Just a few days from now, on January 27th, the world will observe International Holocaust Remembrance Day. The date marks 75 years since liberation of Auschwitz-Birkenau, Hitler’s most notorious death camp. It’s an appropriate opportunity to question why we oppress and why animals.
Why We Oppress?
Oppression may be defined as the denial of another sentient being’s rights, freedoms, and/or opportunities. It can be as common and localized as bullying in school or employment or domestic violence and as disastrous and global as the Holocaust and the genocides that have followed and continue to this day.
The roots of oppression are varied:
- Low self-esteem. Most bullying and domestic violence is related to people attempting to salve their low self-esteem by demeaning and controlling others. The low self esteem may be instigated by the oppressor having been bullied.
- Fear. Sometimes we oppress people of different color, culture, or religion for fear that they may harm us. Demagogues explore that powerful emotion to control public opinion.
- Revenge. This involves making up for perceived past wrongs, as in most genocides that followed the Holocaust and the end of colonial rule in Asia and Africa.
- Transference. Victims of oppression feeling that they have license to oppress others, forming an oppression cycle.
- Convenience or financial gain. This is by far the most common root of oppression, accounting for both slavery and animal exploitation. Slavery was ended by a civil war that cost an estimated 600,00 lives. Animal exploitation is getting phased out gradually, through technological innovations like the invention of kerosene, development of the steam and internal combustion engines, and investments in plant-based meat and milk products.

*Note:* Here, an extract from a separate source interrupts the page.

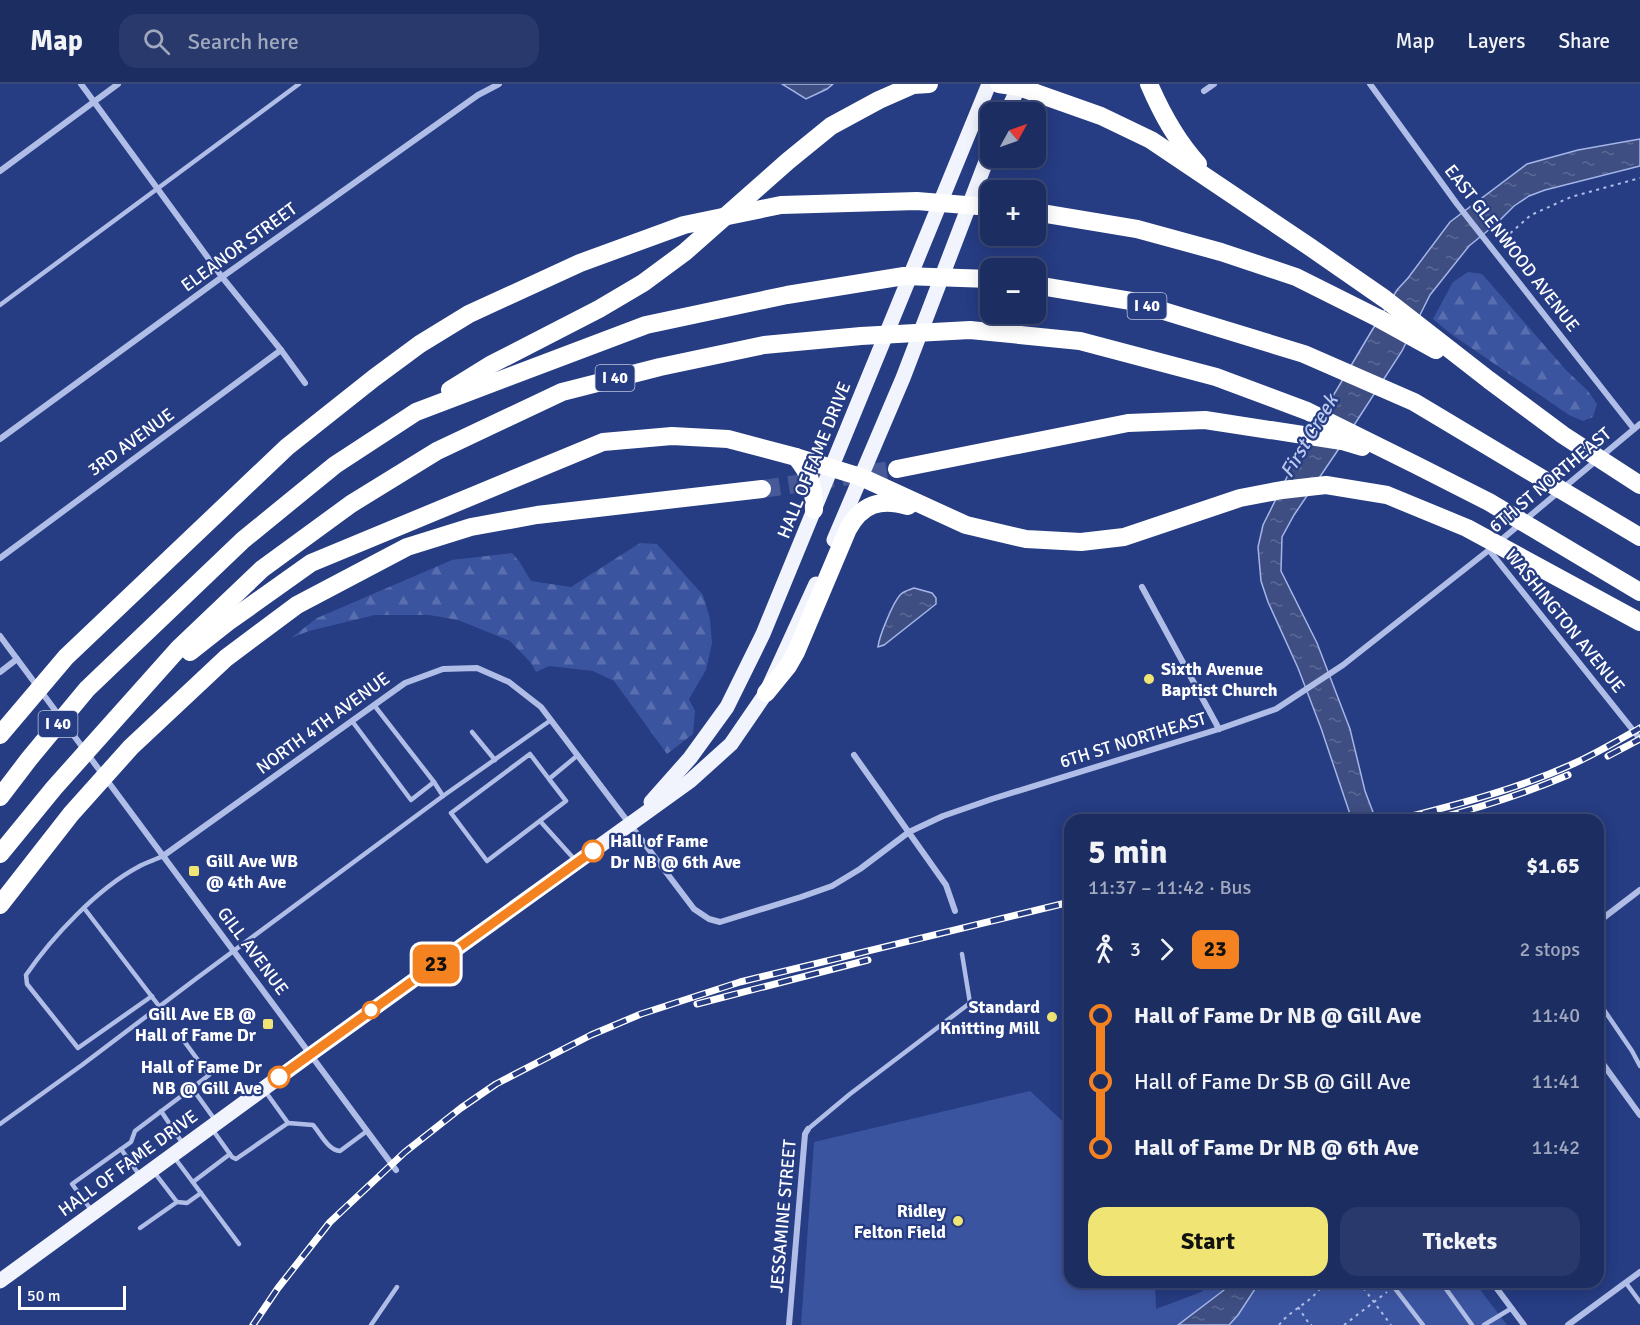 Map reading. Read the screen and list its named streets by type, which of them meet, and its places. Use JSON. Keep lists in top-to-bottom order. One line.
{"streets":{"highway":["I 40"],"main road":["HALL OF FAME DRIVE"],"street":["ELEANOR STREET","EAST GLENWOOD AVENUE","3RD AVENUE","6TH ST NORTHEAST","WASHINGTON AVENUE","NORTH 4TH AVENUE","GILL AVENUE","JESSAMINE STREET"]},"crossings":[["EAST GLENWOOD AVENUE","6TH ST NORTHEAST"],["HALL OF FAME DRIVE","NORTH 4TH AVENUE"],["HALL OF FAME DRIVE","GILL AVENUE"],["6TH ST NORTHEAST","WASHINGTON AVENUE"],["6TH ST NORTHEAST","NORTH 4TH AVENUE"],["NORTH 4TH AVENUE","GILL AVENUE"]],"water":["First Creek"],"places":{"other":["Sixth Avenue Baptist Church","Hall of Fame Dr NB @ 6th Ave","Standard Knitting Mill","Hall of Fame Dr NB @ Gill Ave","Ridley Felton Field"],"transit":["Gill Ave WB @ 4th Ave","Gill Ave EB @ Hall of Fame Dr"]},"lines":["bus line 23"],"scale_bar":"50 m","north":"top right","page":{"header":"Map","search":"Search here","nav":["Map","Layers","Share"],"on_map":"23","map_buttons":["+","−"],"heading":["5 min","11:37 – 11:42 · Bus","$1.65"],"legs":["3","23","2 stops"],"list":[{"name":"Hall of Fame Dr NB @ Gill Ave","value":"11:40"},{"name":"Hall of Fame Dr SB @ Gill Ave","value":"11:41"},{"name":"Hall of Fame Dr NB @ 6th Ave","value":"11:42"}],"buttons":["Start","Tickets"],"scale":"50 m"}}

Whatever its root, no form of oppression can ever succeed without the support of social norms.
About Social Norms
All societies maintain certain rules of behavior, or social norms, in order to survive. All members of society are expected to behave in accordance with these norms. They are shaped by our collective needs, desires, and morals, but also by powerful commercial interests, by our public officials, and most importantly, by the failure of dissenters to speak out. They may also be exceptionally arbitrary, like the Nazi norm of hailing Christians and gassing Jews, or the Western norm of petting dogs and eating pigs.
Social norms govern our behavior more powerfully than our religion, our laws, and our parents. They are further refined and specialized in our group norms that apply to our immediate social and professional surroundings. They define our frames of reference – the mental lenses through which we perceive the world around us, so we don’t have to question everything we hear and see.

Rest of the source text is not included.